Macho Sluts
When it was first published in 1988, Patrick Califia's Macho Sluts, a collection of S/M stories set in San Francisco's dyke bathhouses, sex parties, and S/M gay bars, shocked the lesbian community and caused an upheaval in the field of queer publishing. Nobody had ever written so frankly about the kinky potential of woman-to-woman sex (and nobody has ever done it any better). If any book is responsible for the formation of the modern lesbian leather community, this one is it.
Despite its graceful language, imaginative scenarios, and abundant humor, the lesbian press trashed Macho Sluts, and it became a focal point for the infamous legal battles between Canada Customs and Little Sister's, the gay and lesbian bookstore.

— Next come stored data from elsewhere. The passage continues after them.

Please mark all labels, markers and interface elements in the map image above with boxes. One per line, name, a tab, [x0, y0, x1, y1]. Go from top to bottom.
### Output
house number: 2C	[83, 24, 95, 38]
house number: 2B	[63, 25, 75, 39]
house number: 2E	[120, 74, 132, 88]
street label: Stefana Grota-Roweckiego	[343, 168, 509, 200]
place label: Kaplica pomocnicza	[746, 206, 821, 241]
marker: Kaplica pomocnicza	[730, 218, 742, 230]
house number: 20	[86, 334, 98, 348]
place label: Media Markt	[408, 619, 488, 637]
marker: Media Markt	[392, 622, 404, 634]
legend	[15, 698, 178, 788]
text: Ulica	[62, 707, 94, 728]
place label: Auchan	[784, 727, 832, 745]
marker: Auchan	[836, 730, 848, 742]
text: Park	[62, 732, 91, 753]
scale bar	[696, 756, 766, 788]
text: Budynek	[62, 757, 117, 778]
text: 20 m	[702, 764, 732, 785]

But readers loved it, and to this day Macho Sluts remains a vital and moving classic that still has the power to educate, radicalize, and expand our notions of the body's potential to provide us with pleasure, pain, and love.

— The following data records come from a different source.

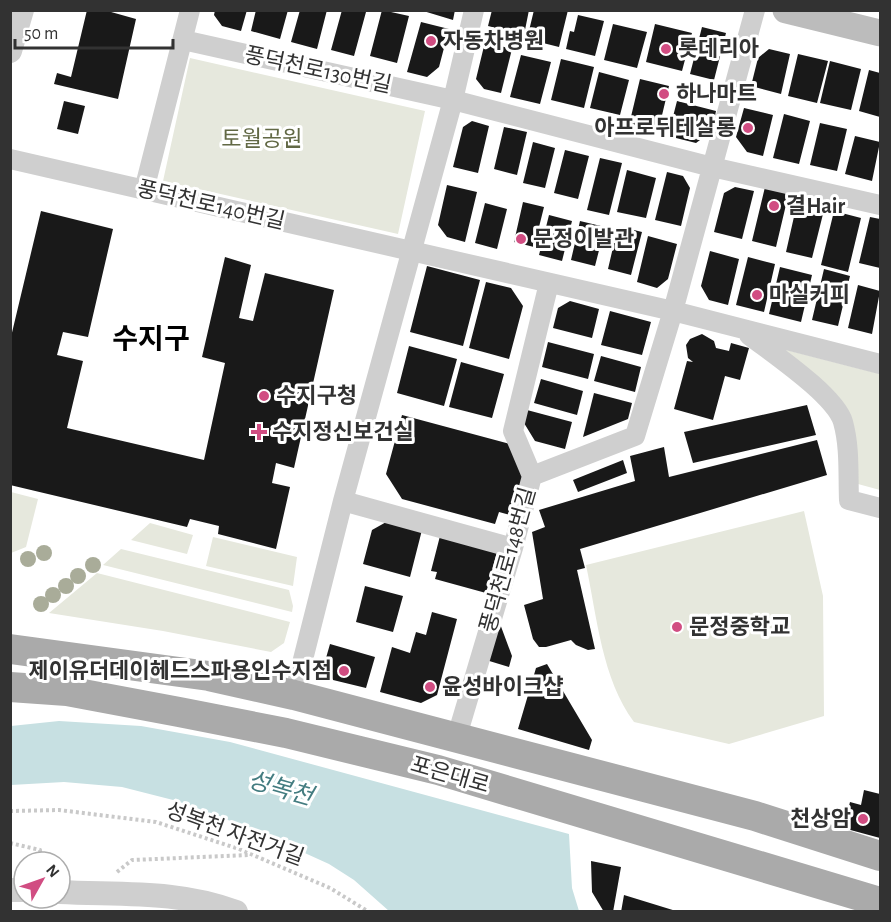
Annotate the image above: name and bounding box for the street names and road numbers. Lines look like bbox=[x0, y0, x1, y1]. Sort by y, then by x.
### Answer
street label: 풍덕천로130번길 bbox=[242, 43, 394, 96]
street label: 풍덕천로140번길 bbox=[135, 176, 287, 233]
street label: 풍덕천로148번길 bbox=[476, 485, 539, 635]
street label: 포은대로 bbox=[408, 752, 492, 797]
street label: 성복천 자전거길 bbox=[163, 798, 307, 869]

This new edition, part of Arsenal Pulp Press' Little Sister's Classics series resurrecting classics of LGBT literature, includes a new afterword by the author, and an introduction by Wendy Chapkis, a professor of sociology and women and gender studies at the University of Southern Maine in Portland.
Patrick Califia has written many books about radical sex, queer communities, and the repression of desire. Almost ten years ago, Califia transitioned from female to male; he now lives as a bisexual transman in San Francisco.
Author: Patrick Califia
Publisher: Arsenal Pulp Press
Published: 09/01/2009
Pages: 398
Binding Type: Paperback
Weight: 0.90lbs
Size: 7.90h x 5.40w x 0.80d
ISBN: 9781551522609
About the Author
Patrick Califia's writing and activism have revolutionized the concept of queer sex. He has written over a dozen books, including Coming to Power, Melting Point, No Mercy, and Speaking Sex to Power; his work has been translated into six other languages. He lives in San Francisco. Wendy Chapkis is a Professor of Sociology and Women & Gender Studies at the University of Southern Maine in Portland. She is also the co-author of Dying to Get High: Marijuana as Medicine (New York University Press, 2008).